Prepare Your Data and AWS S3 Environment for Archive Import

You are here:

Prepare Your Data and AWS S3 Environment for Archive Import

Successfully import offloaded Salesforce data into the Archive app.

Example To import data from a S3 bucket, first create a S3 bucket in one of the AWS regions. For more information, see Creating a General Purpose Bucket in the AWS S3 User Guide.

Configure S3 Bucket Permissions

To establish a secure connection, the service needs specific permissions to access your S3 bucket. Follow these steps to create a dedicated IAM policy for the IAM user that grants the necessary permissions.

Summary of Required Permissions

List Bucket Contents
- Action: s3:ListBucket
- Resource: arn:aws:s3:::my-bucket
- Condition: Only for objects with the prefix path/to/my/data/*

Read Objects

Action: s3:GetObject
Resource: arn:aws:s3:::my-bucket/path/to/my/data/*

Use this JSON policy template to grant the required permissions.

{
  "Version": "2012-10-17",
  "Statement": [
    {
      "Sid": "AllowListFolder",
      "Effect": "Allow",
      "Action": "s3:ListBucket",
      "Resource": "arn:aws:s3:::my-bucket",
      "Condition": {
        "StringLike": {
          "s3:prefix": "path/to/my/data/*"
        }
      }
    },
    {
      "Sid": "AllowReadObjects",
      "Effect": "Allow",
      "Action": "s3:GetObject",
      "Resource": "arn:aws:s3:::my-bucket/path/to/my/data/*"
    }
  ]
}

Meet Data Import Prerequisites

Your imported data files are required to meet these requirements.

Data Validation
- In your current schema, make sure each CSV file's header includes at least 80% of the fields defined for that object.
- The total size of all data in the AWS S3 bucket can't exceed 3 TB.
File Format
- Make sure that each file is in CSV format.
- Each CSV file contains records for only one Salesforce object type, such as all Case records in Case.csv.
- In your current schema, make sure each CSV file name exactly matches the object's API name.
File Headers
- The first row of each CSV is the header row.
- Headers contain the exact API names of the fields for that object, such as FirstName.
Location
- Place all imported data files in a single S3 bucket.

When your S3 environment is configured, and your data is formatted correctly, initiate the data load from AWS S3 to Archive.

Structure Files and Attachments for Archive Import
To import ContentVersion files and Attachment records into the Archive app, prepare your physical files and the corresponding metadata, stored in CSV files, so that Archive can correctly process and link your data.
Initiate the Data Load from AWS S3 to the Archive App
Start the process of loading your prepared data from an AWS S3 bucket into the secure Archive app staging area.
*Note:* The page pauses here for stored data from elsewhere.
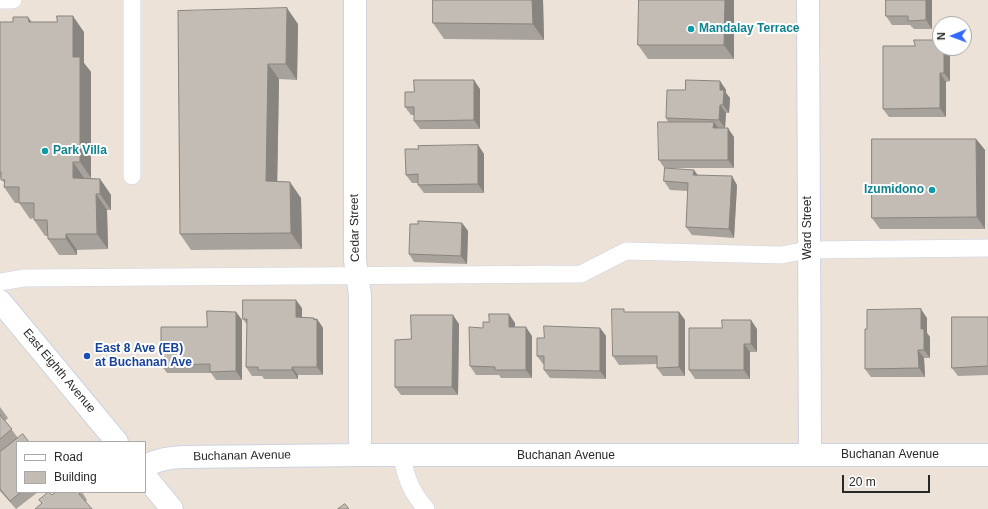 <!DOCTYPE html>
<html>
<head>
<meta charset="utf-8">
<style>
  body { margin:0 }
  #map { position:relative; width:988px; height:509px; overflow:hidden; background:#ece2d8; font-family:Arial,sans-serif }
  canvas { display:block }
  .legend { position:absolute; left:16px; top:441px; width:130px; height:52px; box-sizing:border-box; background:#fff; border:1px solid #a9a9a9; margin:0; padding:5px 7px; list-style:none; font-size:12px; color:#282828 }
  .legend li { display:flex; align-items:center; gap:8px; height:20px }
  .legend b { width:20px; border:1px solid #a9a9a9 }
  .north { position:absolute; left:932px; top:16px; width:40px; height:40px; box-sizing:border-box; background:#fff; border:1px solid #a9a9a9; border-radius:50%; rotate:269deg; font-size:11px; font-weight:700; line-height:16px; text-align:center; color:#282828 }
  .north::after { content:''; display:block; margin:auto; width:14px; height:18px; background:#3268ff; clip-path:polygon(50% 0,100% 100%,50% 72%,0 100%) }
  .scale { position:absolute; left:842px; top:475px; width:88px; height:18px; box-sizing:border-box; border:2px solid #282828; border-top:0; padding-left:5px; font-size:12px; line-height:14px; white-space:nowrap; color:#282828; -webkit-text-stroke:3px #fff; paint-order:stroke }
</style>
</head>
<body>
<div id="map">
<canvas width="988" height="509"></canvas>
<ul class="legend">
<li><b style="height:5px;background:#fff"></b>Road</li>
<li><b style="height:11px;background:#c3bcb5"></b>Building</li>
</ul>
<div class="north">N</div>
<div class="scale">20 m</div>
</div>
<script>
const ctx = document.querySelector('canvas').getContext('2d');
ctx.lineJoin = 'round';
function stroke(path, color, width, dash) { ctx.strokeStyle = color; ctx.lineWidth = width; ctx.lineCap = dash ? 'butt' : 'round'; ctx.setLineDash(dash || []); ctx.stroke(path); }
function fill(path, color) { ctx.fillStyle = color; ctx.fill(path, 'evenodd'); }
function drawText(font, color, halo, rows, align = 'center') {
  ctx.font = font + ' Arial,sans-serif'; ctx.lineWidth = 4; ctx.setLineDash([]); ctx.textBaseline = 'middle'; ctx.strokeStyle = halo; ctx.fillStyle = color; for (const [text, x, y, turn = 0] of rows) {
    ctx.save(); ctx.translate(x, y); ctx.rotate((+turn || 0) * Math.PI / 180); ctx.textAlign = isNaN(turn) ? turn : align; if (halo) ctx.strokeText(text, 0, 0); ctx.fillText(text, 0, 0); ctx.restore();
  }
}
const lane = new Path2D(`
  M 0,0 L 13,0
  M 132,0 L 132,176
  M 0,282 L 24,278 L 581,274 L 626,251 L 781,255 L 808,250 L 988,248
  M 402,456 C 406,479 411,491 426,509`);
const street = new Path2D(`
  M 355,0 L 355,260 L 360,295 L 360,455
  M 808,0 L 810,455
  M 145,466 C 157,460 170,457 184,457 L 360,455 L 988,455`);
const secondary = new Path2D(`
  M 0,301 L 117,442
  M 145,476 L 172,509`);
const wall = new Path2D(`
  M 543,0 L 544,40 L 444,39 L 433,23 Z
  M 639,0 L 734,0 L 734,59 L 648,59 L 638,45 Z
  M 886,0 L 932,0 L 932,29 L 914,29 L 910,25 L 892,25 L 886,16 Z
  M 178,11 L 298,24 L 297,80 L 279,79 L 277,182 L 301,198 L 302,249 L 191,250 L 180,234 Z
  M 0,22 L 33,22 L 84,32 L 84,63 L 91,72 L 91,178 L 84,178 L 100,179 L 111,195 L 111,210 L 107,210 L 108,249 L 77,250 L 77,255 L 59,255 L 48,239 L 48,236 L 45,236 L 34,220 L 34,218 L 30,219 L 19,203 L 15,203 L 4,187 L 5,184 L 0,177 Z
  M 940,40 L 950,81 L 946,82 L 946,117 L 889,117 L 883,109 L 915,46 Z
  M 720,81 L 726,90 L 726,93 L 730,98 L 729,113 L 726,113 L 725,128 L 734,137 L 734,168 L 670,168 L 737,185 L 734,238 L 692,235 L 686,227 L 688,191 L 670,190 L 664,181 L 665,169 L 659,160 L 668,122 L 666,118 L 685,90 Z
  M 480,89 L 480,129 L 420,129 L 414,121 L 414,115 L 411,115 L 405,107 L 414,92 Z
  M 976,139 L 985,150 L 985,229 L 880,229 L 872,218 Z
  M 478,145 L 484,154 L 484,193 L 424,193 L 418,185 L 418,183 L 412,183 L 406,175 L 419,149 Z
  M 462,223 L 468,231 L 467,264 L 414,262 L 409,254 L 418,224 Z
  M 302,308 L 302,317 L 317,319 L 323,328 L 323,375 L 298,375 L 298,379 L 264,379 L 262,376 L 252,376 L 246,367 L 247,325 L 243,319 Z
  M 236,312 L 242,320 L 242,380 L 216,380 L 211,373 L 167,373 L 161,365 L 207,327 Z
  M 626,312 L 679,312 L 685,320 L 685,376 L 663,376 L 657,368 L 657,364 L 619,365 L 613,356 Z
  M 988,317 L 988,375 L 958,376 L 952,368 Z
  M 927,318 L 927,333 L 930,337 L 930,358 L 924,358 L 925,377 L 871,377 L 865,369 L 867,329 Z
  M 515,323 L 515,327 L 532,336 L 532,378 L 501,378 L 499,375 L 476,375 L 470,366 L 483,328 Z
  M 459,324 L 458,395 L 401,395 L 395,387 L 411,339 Z
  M 600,328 L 606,336 L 606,379 L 550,378 L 544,370 L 544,364 L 543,364 L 537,356 L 544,338 Z
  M 757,329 L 757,352 L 750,352 L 750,379 L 695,379 L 689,370 Z
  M 0,407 L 8,418 L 5,421 L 18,438 L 17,492 L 38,492 L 16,509 L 0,491 Z
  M 56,492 L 82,492 L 87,500 L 86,502 L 42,504 L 39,500 L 52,495 Z`);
const shadedWall = new Path2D(`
  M 532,0 L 543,0 L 544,40 L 533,24 Z
  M 725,0 L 734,0 L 734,59 L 724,45 Z
  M 926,0 L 932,0 L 932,29 L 926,20 Z
  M 287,8 L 298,24 L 297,80 L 286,64 Z
  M 73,16 L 84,32 L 84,63 L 91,72 L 91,178 L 80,162 L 73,57 Z
  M 28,17 L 39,32 L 29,22 Z
  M 944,48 L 950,48 L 950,81 L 944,73 Z
  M 268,64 L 279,79 L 277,197 L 266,181 Z
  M 940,73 L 946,82 L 946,117 L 940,108 Z
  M 474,80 L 480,89 L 480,129 L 474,120 Z
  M 720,81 L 726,90 L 726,93 L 730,98 L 729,113 L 723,105 L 720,90 Z
  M 720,105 L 726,113 L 725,128 L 719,120 Z
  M 714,122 L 720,130 L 713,128 Z
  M 728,128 L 734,137 L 734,168 L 728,160 Z
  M 976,139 L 985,150 L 985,229 L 977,217 Z
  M 478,145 L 484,154 L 484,193 L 478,184 Z
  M 73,162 L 84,178 L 84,193 L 73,178 Z
  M 694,170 L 700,178 L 693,175 Z
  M 732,176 L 737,185 L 734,238 L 729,229 Z
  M 100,179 L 111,195 L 111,210 L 100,194 Z
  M 290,182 L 301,198 L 302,249 L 291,233 Z
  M 96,194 L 107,210 L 108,249 L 97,234 Z
  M 462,223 L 468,231 L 467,264 L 461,256 Z
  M 66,234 L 77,250 L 77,255 L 66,239 Z
  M 296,300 L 302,308 L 302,326 L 296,317 Z
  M 921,309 L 927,318 L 927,333 L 930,337 L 930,358 L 924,350 L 921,329 Z
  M 236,312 L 242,320 L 242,380 L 236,371 Z
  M 679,312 L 685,320 L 685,376 L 679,367 Z
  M 509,314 L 515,323 L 515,336 L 509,327 Z
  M 453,315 L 459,324 L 458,395 L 452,387 Z
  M 314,318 L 317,322 L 317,319 L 323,328 L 323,375 L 317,367 Z
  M 751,320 L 757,329 L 757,352 L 751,344 Z
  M 526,327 L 532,336 L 532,378 L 526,370 Z
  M 600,328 L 606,336 L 606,379 L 600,371 Z
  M 744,344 L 750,352 L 750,379 L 744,370 Z
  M 918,350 L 924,358 L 925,377 L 919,368 Z
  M 292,367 L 298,375 L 298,379 L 292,370 Z`);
const building = new Path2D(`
  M 433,0 L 532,0 L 533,24 L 433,23 Z
  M 639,0 L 725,0 L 724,45 L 638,45 Z
  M 886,0 L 926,0 L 926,20 L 908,21 L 908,16 L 886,16 Z
  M 287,8 L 286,64 L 268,64 L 266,181 L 290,182 L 291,233 L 180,234 L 178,11 Z
  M 57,16 L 73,16 L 73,57 L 80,57 L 80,162 L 73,162 L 73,178 L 100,179 L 100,194 L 96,194 L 97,234 L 66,234 L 66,239 L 48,239 L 47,220 L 34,220 L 34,203 L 19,203 L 19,187 L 4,187 L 5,180 L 1,180 L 1,172 L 0,172 L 0,22 L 13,22 L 13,17 L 28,17 L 29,22 L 57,22 Z
  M 914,40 L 940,40 L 940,48 L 944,48 L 944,73 L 940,73 L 940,108 L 883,109 L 883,46 L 915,46 Z
  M 414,80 L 474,80 L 474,120 L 414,121 L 414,107 L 405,107 L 405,92 L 414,92 Z
  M 686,80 L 720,81 L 720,90 L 724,90 L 723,105 L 720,105 L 719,120 L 666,118 L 667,90 L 685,90 Z
  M 658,122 L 714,122 L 713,128 L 728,128 L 728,160 L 659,160 Z
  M 872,139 L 976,139 L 977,217 L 872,218 Z
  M 478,145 L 478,184 L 418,185 L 418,174 L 406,175 L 405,149 L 419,149 L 418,146 Z
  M 665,168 L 694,170 L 693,175 L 732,176 L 729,229 L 686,227 L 688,183 L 664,181 Z
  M 418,221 L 462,223 L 461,256 L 409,254 L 410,224 L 418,224 Z
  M 243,300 L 296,300 L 296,317 L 314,318 L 314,320 L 317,319 L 317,367 L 292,367 L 292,370 L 258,370 L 258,367 L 246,367 L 247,319 L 243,319 Z
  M 612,309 L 624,309 L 624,312 L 679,312 L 679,367 L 657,368 L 657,356 L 613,356 Z
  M 921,309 L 921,329 L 924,329 L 924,350 L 918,350 L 919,368 L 865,369 L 865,329 L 867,329 L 867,310 Z
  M 207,311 L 236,312 L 236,371 L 210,372 L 210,364 L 161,365 L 161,327 L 207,327 Z
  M 489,314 L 509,314 L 509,327 L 526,327 L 526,370 L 495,370 L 495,367 L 470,366 L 469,327 L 483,328 L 483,322 L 489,322 Z
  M 411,315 L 453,315 L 452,387 L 395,387 L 395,340 L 411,339 Z
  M 952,317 L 988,317 L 988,366 L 952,368 Z
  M 722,320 L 751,320 L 751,344 L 744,344 L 744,370 L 689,370 L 689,328 L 722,328 Z
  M 544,326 L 600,328 L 600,371 L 544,370 L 544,356 L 537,356 L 537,338 L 544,338 Z
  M 0,415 L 12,429 L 0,439 Z
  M 23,434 L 29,442 L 17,442 L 17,492 L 21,492 L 10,501 L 0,489 L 0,452 Z
  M 49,492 L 52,495 L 56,492 L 81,492 L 79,494 L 92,509 L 35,509 L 42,503 L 39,500 Z
  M 345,504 L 349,509 L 338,509 Z`);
const markers = [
  [691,29,4,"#0f9aa8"],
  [45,151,4,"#0f9aa8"],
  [932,190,4,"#0f9aa8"],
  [87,356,4,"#1a4fb4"]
];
const cultureNames = [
  ["Mandalay Terrace",699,29],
  ["Park Villa",53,151],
  ["Izumidono",924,190,"right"]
];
const streetNames = [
  ["Cedar Street",355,228,-91],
  ["Ward Street",808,228,-90],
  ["East Eighth Avenue",59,371,50],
  ["Buchanan Avenue",890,455],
  ["Buchanan Avenue",242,456,-1],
  ["Buchanan Avenue",566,456]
];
const transitNames = [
  ["East 8 Ave (EB)",95,349],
  ["at Buchanan Ave",95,363]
];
stroke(lane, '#cdd3e3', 18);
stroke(street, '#cdd3e3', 24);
stroke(secondary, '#cdd3e3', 24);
stroke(lane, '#fff', 17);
stroke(street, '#fff', 22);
stroke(secondary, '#fff', 22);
fill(wall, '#a8a29c');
fill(shadedWall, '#88847f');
fill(building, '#c3bcb5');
stroke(building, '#88847f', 1);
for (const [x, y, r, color] of markers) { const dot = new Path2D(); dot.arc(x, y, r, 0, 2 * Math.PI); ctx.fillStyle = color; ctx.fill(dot); stroke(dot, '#fff', 1.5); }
drawText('bold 12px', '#0d838f', '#fff', cultureNames, 'left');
drawText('12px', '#282828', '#fff', streetNames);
drawText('bold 12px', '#164399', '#fff', transitNames, 'left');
</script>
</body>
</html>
This action is the first active step in the import process and prepares your data for the final archival step.
Create an Import Policy in the Archive App
After your offloaded data has been loaded successfully into the Archive app staging area, create and run a special import policy to move your staged data permanently into your archive.
Archive Import FAQs
Frequently asked questions about Archive Import in the Archive app.

Structure Files and Attachments for Archive Import

To import ContentVersion files and Attachment records into the Archive app, prepare your physical files and the corresponding metadata, stored in CSV files, so that Archive can correctly process and link your data.

Make sure that you meet the general data and AWS S3 environment requirements for Archive Import.

General CSV Requirements

The Id column, which contains an 18-character Salesforce ID, is mandatory for all CSV files in the import process.
A CSV header that includes the Id and all other relevant standard and custom fields defined for the object in your Salesforce schema.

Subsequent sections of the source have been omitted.